Google has been accused of bundling ad tech services and other potentially monopolistic practices. So, yesterday, it made a grand gesture: Google is opening up what it calls “dynamic allocation” to allow all bidders, including itself, to compete evenly for ad inventory on websites.
If opening dynamic allocation works as promised, it could eliminate the need for header bidding, a tactic used by Google’s top competitors to reclaim power in the auctions. So with all these changing rules, and shifting power balances, it’s important to take a look at dynamic allocation in Google auctions and what it means for advertisers and publishers.
What is dynamic allocation?
Dynamic allocation had been a way for Google to offer advertisers on its exchange a way to swoop into auctions for ad space and buy the best inventory if they could beat the going market rate. Publishers would benefit because they technically got a higher price from an advertiser through Google than if they had sold the inventory to a rival exchange. However, this method of selling inventory may not have always yielded the best prices.
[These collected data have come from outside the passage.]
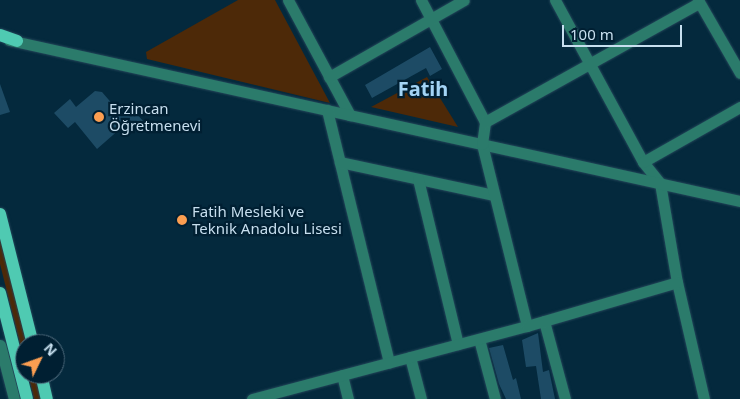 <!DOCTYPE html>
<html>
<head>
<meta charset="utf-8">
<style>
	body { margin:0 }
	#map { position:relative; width:740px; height:399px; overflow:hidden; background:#04293d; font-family:"Noto Sans",sans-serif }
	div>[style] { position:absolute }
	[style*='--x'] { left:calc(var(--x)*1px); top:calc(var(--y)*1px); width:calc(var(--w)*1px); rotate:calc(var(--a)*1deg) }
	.green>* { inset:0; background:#4d2908 }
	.building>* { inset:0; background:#1d4b65 }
	.roads { filter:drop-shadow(0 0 1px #234659) drop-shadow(0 0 1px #234659) }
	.minor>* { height:11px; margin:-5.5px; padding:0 5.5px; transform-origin:5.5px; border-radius:5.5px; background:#2b7b6b }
	.major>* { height:12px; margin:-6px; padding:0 6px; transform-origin:6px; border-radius:6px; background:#4fcab2 }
	.dots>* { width:14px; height:14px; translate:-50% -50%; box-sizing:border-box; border:2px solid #001f32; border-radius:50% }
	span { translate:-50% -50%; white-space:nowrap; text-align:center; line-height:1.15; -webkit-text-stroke:4.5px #001f32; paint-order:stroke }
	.poi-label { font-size:15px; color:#c7dfef }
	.left { translate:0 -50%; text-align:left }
	.district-label { font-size:20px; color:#a3d4f5; font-weight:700 }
	.north { position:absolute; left:15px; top:334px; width:50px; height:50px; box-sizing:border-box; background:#001f32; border:1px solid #506c7e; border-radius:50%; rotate:48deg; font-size:14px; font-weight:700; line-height:20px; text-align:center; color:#c7dfef }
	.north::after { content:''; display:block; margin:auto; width:18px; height:22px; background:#fb9e51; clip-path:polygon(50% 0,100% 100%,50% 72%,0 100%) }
	.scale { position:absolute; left:562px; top:25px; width:120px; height:22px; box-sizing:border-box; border:2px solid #c7dfef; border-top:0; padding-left:6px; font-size:15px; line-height:18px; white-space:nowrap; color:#c7dfef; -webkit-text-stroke:4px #001f32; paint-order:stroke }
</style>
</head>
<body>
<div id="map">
	<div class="green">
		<div style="clip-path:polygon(238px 0,275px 0,330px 103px,147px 59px,146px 52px)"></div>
		<div style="clip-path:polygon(427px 77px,458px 127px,371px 107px)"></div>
		<div style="clip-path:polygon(0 234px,28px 344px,25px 344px,25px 364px,0 264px)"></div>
		<div style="clip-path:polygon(28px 374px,35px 374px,42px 399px,34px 399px)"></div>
	</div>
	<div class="building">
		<div style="clip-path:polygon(430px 47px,442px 69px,430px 76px,426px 68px,372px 98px,365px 85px)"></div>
		<div style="clip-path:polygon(0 84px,10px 112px,0 115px)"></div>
		<div style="clip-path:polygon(95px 91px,102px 92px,121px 114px,130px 106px,143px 121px,126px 134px,121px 128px,97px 149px,75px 122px,68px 128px,54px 113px,70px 99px,76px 107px)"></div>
		<div style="clip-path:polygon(538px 333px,543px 372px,549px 370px,555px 399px,541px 399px,536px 366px,526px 367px,522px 340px)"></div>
		<div style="clip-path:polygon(503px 345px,513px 380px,516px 378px,521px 399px,506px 399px,499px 384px,489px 348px)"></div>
	</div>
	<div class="roads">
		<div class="minor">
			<div style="--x:288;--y:0;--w:131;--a:61.7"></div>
			<div style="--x:421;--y:0;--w:138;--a:62.3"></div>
			<div style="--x:555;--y:0;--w:184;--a:61.5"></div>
			<div style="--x:643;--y:162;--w:27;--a:51"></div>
			<div style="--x:660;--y:183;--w:100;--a:80.3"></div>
			<div style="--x:677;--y:282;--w:120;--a:77"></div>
			<div style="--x:698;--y:0;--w:84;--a:60.1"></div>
			<div style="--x:9;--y:40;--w:749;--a:12.42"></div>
			<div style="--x:329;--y:77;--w:155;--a:-29.7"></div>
			<div style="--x:327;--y:110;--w:260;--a:76.2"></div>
			<div style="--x:340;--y:162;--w:157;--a:12.1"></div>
			<div style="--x:643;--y:162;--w:112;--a:-29.6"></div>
			<div style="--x:418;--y:179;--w:170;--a:76.4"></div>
			<div style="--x:544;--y:321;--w:81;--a:74.9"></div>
			<div style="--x:527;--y:326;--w:187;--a:-103.9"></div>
			<div style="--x:482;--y:144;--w:22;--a:-82"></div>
			<div style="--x:485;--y:122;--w:245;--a:-29.1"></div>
			<div style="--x:479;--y:339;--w:62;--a:75.1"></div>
			<div style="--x:0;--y:345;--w:56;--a:75.5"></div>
			<div style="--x:410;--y:357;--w:43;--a:75.3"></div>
			<div style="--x:342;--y:375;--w:25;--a:76"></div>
			<div style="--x:252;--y:399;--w:285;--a:-14.9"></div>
			<div style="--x:527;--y:326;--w:156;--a:-16.3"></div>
		</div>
		<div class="major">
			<div style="--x:0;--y:35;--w:18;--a:19"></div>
			<div style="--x:0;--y:214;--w:134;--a:75.8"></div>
			<div style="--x:0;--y:293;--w:109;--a:75.7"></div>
			<div style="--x:41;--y:374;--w:26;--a:77"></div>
		</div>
	</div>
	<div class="dots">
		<div style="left:99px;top:117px;background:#fb9e51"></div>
		<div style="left:182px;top:220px;background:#fb9e51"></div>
	</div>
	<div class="poi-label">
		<span class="left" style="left:109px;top:117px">Erzincan<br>Öğretmenevi</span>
		<span class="left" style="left:192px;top:220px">Fatih Mesleki ve<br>Teknik Anadolu Lisesi</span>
	</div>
	<div class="district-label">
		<span style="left:423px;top:88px">Fatih</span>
	</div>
	<div class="north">N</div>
	<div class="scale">100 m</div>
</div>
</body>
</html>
“Dynamic allocation allowed Google’s exchange to cherry-pick the best ad impressions as they came through the Google-owned ad server, DFP,” said Alex Magnin, CRO of Thought Catalog, a new media publisher.
Google would beat any bid based on the average rate that exchanges like The Rubicon Project or Open X would offer. If the average rate on Rubicon was $2, Google could top that and win the inventory at $2.01, even if Rubicon might have paid $5 for the same inventory based on the value of the consumer on the other end, not its average rate. Basically, DoubleClick for Publishers was dynamic for AdX, but dumb for other exchanges that couldn’t bid in real time.
“Google had an informational advantage to buying the best impressions, and the informational advantage came from the fact that they own the ad server,” Magnin said.
So what’s changing?
Google said it’s testing opening up dynamic allocation to rival exchanges, which will be able to see the same information as Google’s Ad Exchange and bid accordingly. Giving publishers a clean, open auction process to maximize the price on inventory.
“It’s a gutsy call from Google putting the interest of publishers first. The pain here was all on the publisher’s side, and doing this improves the publisher side at the expense of AdX,” said Ari Paparo, CEO of ad tech startup Beeswax. “It’s a solid move for them.”
It’s still only in the test phase and many ad tech players remain cautions. Publishers in the test include Hearts, Zillow and Meredith, and ad platforms Index Exchange and Rubicon, according to AdExchanger, which first reported on the new bidding test.